Despite the heavy sell-off, the whale still holds around 50,000 BTC. At current prices, that amounts to nearly $5.4 billion. This indicates a short-term hedging strategy rather than a complete exit. At the same time, the whale’s long-term confidence in Bitcoin remains intact.
CryptoQuant data shows the BTC was not converted into stablecoins but sent to Hyperliquid. Analyst JA Maartunn confirmed that these assets were swapped directly into Ethereum. Moreover, the fact that the address belongs to a well-known, long-standing investor made the move even more significant.
Historical Whale Activity and Market Impact
Similar whale patterns emerged in past cycles. In both 2017 and 2021, gradual whale sales marked distribution phases that capped rallies. In 2020, certain whales shifted into ETH before the DeFi boom, while Bitcoin entered a consolidation period. This rotation allowed Ethereum to outperform.

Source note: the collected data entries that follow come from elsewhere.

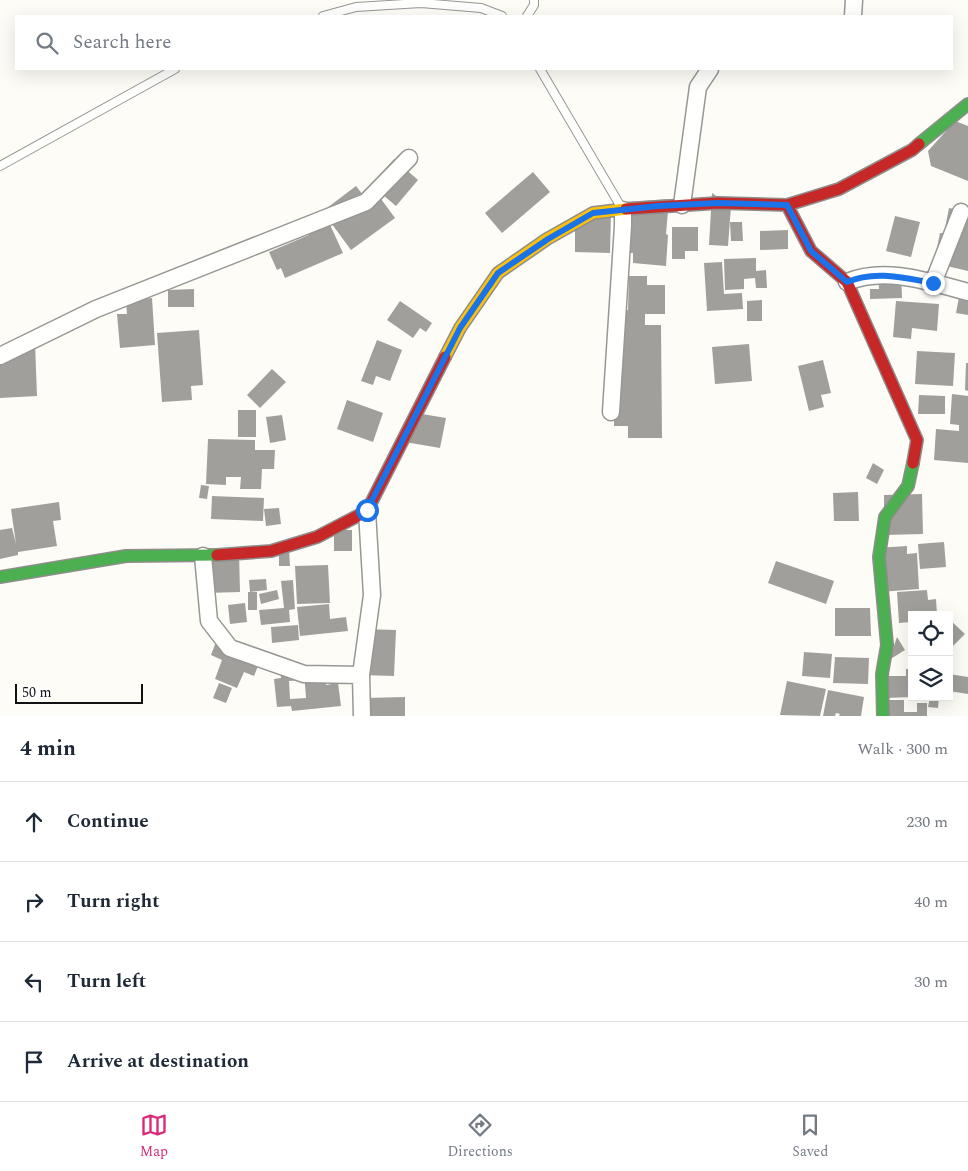 <!DOCTYPE html>
<meta charset="utf-8">
<style>
body{margin:0;font-family:Spectral,serif;background:#f6f6f7;color:#1f2937}
.controls{position:absolute;right:15px;bottom:15px;display:grid;overflow:hidden;border-radius:0px;box-shadow:0 5px 20px #0002}
.controls button{width:45px;height:45px;display:grid;place-items:center;padding:0;border:0;border-bottom:1px solid #e0e1e3;background:#fff;color:#1f2937;font:25px sans-serif}
.scale{position:absolute;left:15px;bottom:12px;width:128px;box-sizing:border-box;padding-left:5px;border:2px solid #111;border-top:0;font-size:14px;line-height:18px;white-space:nowrap;color:#111;-webkit-text-stroke:4px #fff;paint-order:stroke}
.stop{position:absolute;width:15px;height:15px;margin:-11px;border:4px solid #1a73e8;border-radius:50%;background:#fff}
.stop.end{background:#1a73e8;border-color:#fff;box-shadow:0 1px 5px #0008}
.list{margin:0;padding:0;list-style:none}
h2{display:flex;justify-content:space-between;align-items:center;height:65px;margin:0;padding:0 20px;font-size:21px}
h2 small{font-size:16px;font-weight:400;color:#747a83}
.list li{display:grid;grid-template-columns:32px 1fr auto;gap:15px;align-items:center;box-sizing:border-box;height:80px;padding:0 20px;border-top:1px solid #e0e1e3}
.list b{display:block;font-size:19px;white-space:nowrap}
.list em{font-size:16px;font-style:normal;color:#747a83}
.icon{flex:none;width:28px;height:28px;fill:none;stroke:currentColor;stroke-width:2;stroke-linecap:round;stroke-linejoin:round}
.map{position:relative;flex:none;width:968px;height:716px;overflow:hidden}
.search{position:absolute;background:#fff;box-shadow:0 5px 20px #0002;left:15px;right:15px;top:15px;height:55px;display:flex;align-items:center;gap:12px;box-sizing:border-box;padding:0 18px;border-radius:0px;color:#747a83;font-size:19px}
.sheet{height:385px;background:#fff}
nav{display:flex;justify-content:space-around;align-items:center;box-sizing:border-box;height:70px;border-top:1px solid #e0e1e3;background:#fff;font-size:14px;color:#747a83}
nav a{display:grid;justify-items:center;gap:2px}
nav .on{color:#db2777}
.map>svg:first-child{display:block}
.building{fill:#a19f9c}
.lines{fill:none;stroke-linecap:round;stroke-linejoin:round}
.lane-casing{stroke:#979795;stroke-width:10}
.street-casing{stroke:#979795;stroke-width:19}
.fast-casing{stroke:#8e8d8b;stroke-width:14}
.slow-casing{stroke:#8e8d8b;stroke-width:14}
.jam-casing{stroke:#8e8d8b;stroke-width:14}
.lane{stroke:#fffffe;stroke-width:8}
.street{stroke:#fffffe;stroke-width:16}
.fast{stroke:#4caf50;stroke-width:11}
.slow{stroke:#ffc107;stroke-width:11}
.jam{stroke:#c62828;stroke-width:11}
.route{stroke:#1a73e8;stroke-width:6}
</style>
<div class="map">
<svg width="968" height="716" viewBox="0 0 968 716">
<rect width="100%" height="100%" fill="#fdfcf7"/>
<path class="building" d="M955 121 968 126V181L931 166 928 151Z
M394 159 418 180 396 206 371 185Z
M533 172 550 192 502 233 485 213Z
M356 186 363 195 373 188 395 218 351 250 326 216 343 253 285 278 281 268 277 270 269 252 309 235 303 222 323 211Z
M712 193 731 206 728 246 709 245Z
M669 199 666 234 668 235 666 266 633 263V253H620L624 202Z
M949 208 968 212V271L934 263 940 233H944Z
M611 212 610 253 575 252V215Z
M895 216 920 222 911 257 886 251Z
M730 222H742L743 241H731Z
M672 227H698V251H685V259H672Z
M788 230V249L760 250V231Z
M756 258V271L766 270 767 288H756L755 278 744 279V289L725 290 724 259Z
M722 262 724 294 742 293 743 309 707 311 704 263Z
M901 271 902 298 870 299V289H879L878 272Z
M629 276H647V285H665V314H645V325H661L662 438H628V426H614L615 310H628Z
M962 281 968 282V315L956 313Z
M194 289V307H168V290Z
M152 298 155 345 120 348 117 314H127L126 300Z
M762 300V321H747V301Z
M400 301 432 323 426 332 420 328 413 338 387 320Z
M896 301 939 304 937 331 912 328 911 339 893 337Z
M199 330 203 385 191 386 192 400 162 402 157 333Z
M377 340 402 350 390 381 376 376 373 385 361 381Z
M35 343 37 396 0 398V360H5L4 344Z
M749 344 752 381 715 384 712 347Z
M917 351 955 353 953 386 915 384Z
M823 360 831 393 821 395 824 407 809 411 798 366Z
M966 363H968V391L965 390Z
M272 369 286 382 260 408 247 395Z
M952 394 968 396V463L934 460 936 429 959 431V425L950 424Z
M919 395 945 396V414H918Z
M347 400 383 413 373 442 337 429Z
M238 410H256V437H238Z
M410 412 446 418 440 448 405 442Z
M282 415 286 440 270 443 266 417Z
M208 439 255 440V450H275L274 469H262L261 489H240L241 477H226V485L206 484Z
M873 463 884 470 877 484 866 478Z
M201 485 209 486 207 499 199 498Z
M858 492 859 521H834L833 493Z
M922 494 923 534 884 535V495Z
M212 496 264 498 263 521 211 519Z
M59 502 61 520 53 521 57 546 18 552V555L0 559V530L12 528 16 544 11 509Z
M279 508 281 524 266 526 264 509Z
M334 530H352V551H334Z
M944 542 946 567 920 569 918 544Z
M907 546V554L917 553 919 589 880 592 876 548Z
M289 549 290 566H279V550Z
M239 553 240 592 206 593 205 554Z
M776 561 834 581 826 604 768 583Z
M328 565 330 603 297 604 295 566Z
M266 579 267 590 250 592 249 580Z
M293 580 295 609 289 610 290 622 261 625 259 610 284 608 281 581Z
M277 590 279 599 261 604 259 594Z
M927 590 928 600 936 599 937 615H912V622L899 623 897 592Z
M248 592H257V610H248Z
M245 603 247 622 230 624 228 605Z
M329 604 330 619 346 617 348 631 300 636 297 607Z
M835 608H870L871 636H835Z
M949 619 965 634 949 650Z
M298 625 299 640 272 643 271 627Z
M363 629 396 630 394 676 361 675Z
M897 637 905 650 889 660Z
M217 639 245 650 247 645 264 651 254 676 244 672 237 688 215 679 222 660 211 655Z
M804 652 832 654 830 678 802 676Z
M835 657 869 658 868 684 833 683Z
M302 664 303 680 289 681 290 699 306 698 304 671 324 668 326 685 338 683 341 706 292 711 291 706 277 707 274 679 281 678 280 666Z
M906 669H912V697L886 698V676H906Z
M949 674 968 677V694L949 691Z
M787 681 826 689 820 716 780 715Z
M219 683 232 688 226 703 213 698Z
M828 690 864 697 861 716H839L840 714 836 713 835 716H823Z
M405 697V716H365V698Z
M930 697H939L938 708 928 707Z
M887 700H904V712H917V703H927V716H887Z"/>
<g class="lines">
<g class="lane-casing">
<path id="lane" d="M323 16 356 7 421 3 481 8 502 16
M527 16 534 5V0
M540 69 621 207
M0 166 175 69"/>
</g>
<g class="street-casing">
<path id="street" d="M853 16 854 0
M682 205 698 87 710 69
M847 282C885 266 930 282 968 292
M933 283 961 212
M0 356 96 309 366 202 409 158
M611 412 623 226V210
M203 556 209 621 230 648 304 674 361 675
M362 716 361 675 372 595 367 511"/>
</g>
<g class="fast-casing">
<path id="fast" d="M919 144 968 104
M0 577 126 556 217 555
M883 716 882 674 887 645 879 557 885 517 908 486 913 463"/>
</g>
<g class="slow-casing">
<path id="slow" d="M445 357 460 328 498 273 547 239 593 213 626 209"/>
</g>
<g class="jam-casing">
<path id="jam" d="M787 205 811 251 847 282 917 440 913 463
M626 209 718 203 787 205 839 189 912 150 919 144
M217 555 271 551 317 537 367 511 445 357"/>
</g>
<use href="#lane" class="lane"/>
<use href="#street" class="street"/>
<use href="#fast" class="fast"/>
<use href="#slow" class="slow"/>
<use href="#jam" class="jam"/>
</g>
<g class="lines">
<path class="route" d="M367 510 460 328 498 273 548 239 593 213 658 206 718 203 787 205 811 251 847 282C875 270 904 278 933 283"/>
</g>
</svg>
<div class="controls">
<button><svg class="icon" aria-label="locate" viewBox="0 0 24 24"><circle cx="12" cy="12" r="6"/><path d="M12 2v4M12 18v4M2 12h4M18 12h4"/></svg></button>
<button><svg class="icon" aria-label="layers" viewBox="0 0 24 24"><path d="M12 4l9 5-9 5-9-5zM3 14l9 5 9-5"/></svg></button>
</div>
<div class="scale">50 m</div>
<div class="stop" style="left:367px;top:510px"></div>
<div class="stop end" style="left:933px;top:283px"></div>
<div class="search"><svg class="icon" aria-label="search" viewBox="0 0 24 24"><circle cx="10" cy="10" r="6"/><path d="M15 15l6 6"/></svg>Search here</div>
</div>
<section class="sheet">
<h2>4 min<small>Walk · 300 m</small></h2>
<ul class="list">
<li><svg class="icon" aria-label="ahead" viewBox="0 0 24 24"><path d="M12 20V5M6 11l6-6 6 6"/></svg><div><b>Continue</b></div><em>230 m</em></li>
<li><svg class="icon" aria-label="right" viewBox="0 0 24 24"><path d="M7 20v-9h11M14 6l5 5-5 5"/></svg><div><b>Turn right</b></div><em>40 m</em></li>
<li><svg class="icon" aria-label="left" viewBox="0 0 24 24"><path d="M17 20v-9H6M10 6l-5 5 5 5"/></svg><div><b>Turn left</b></div><em>30 m</em></li>
<li><svg class="icon" aria-label="arrive" viewBox="0 0 24 24"><path d="M6 21V4h12l-3 4 3 4H6"/></svg><div><b>Arrive at destination</b></div></li>
</ul>
</section>
<nav>
<a class="on"><svg class="icon" aria-label="map" viewBox="0 0 24 24"><path d="M3 6l6-2 6 2 6-2v14l-6 2-6-2-6 2zM9 4v14M15 6v14"/></svg>Map</a>
<a><svg class="icon" aria-label="directions" viewBox="0 0 24 24"><path d="M12 3l9 9-9 9-9-9zM9 14v-3h6M13 9l2 2-2 2"/></svg>Directions</a>
<a><svg class="icon" aria-label="saved" viewBox="0 0 24 24"><path d="M7 4h10v16l-5-4-5 4z"/></svg>Saved</a>
</nav>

The latest whale shift reflects a similar outlook. Ethereum may capture short-term momentum while Bitcoin struggles to hold its ground. Meanwhile, gold prices surged to record highs as investors sought safer havens. U.S. monetary policy uncertainty continues to weigh on overall risk sentiment.
On the technical side, Bitcoin charts display a golden cross signal. Under normal conditions, this is a bullish indicator. However, aggressive whale selling is overshadowing the signal. In addition, the move into Ethereum strengthens a cautious market tone.
In the long run, this is not a total exit from Bitcoin. The whale still holds 50,000 BTC, underscoring long-term conviction. Yet, short-term capital flow favors Ethereum. This rotation signals a temporary momentum shift rather than a structural change in market dominance.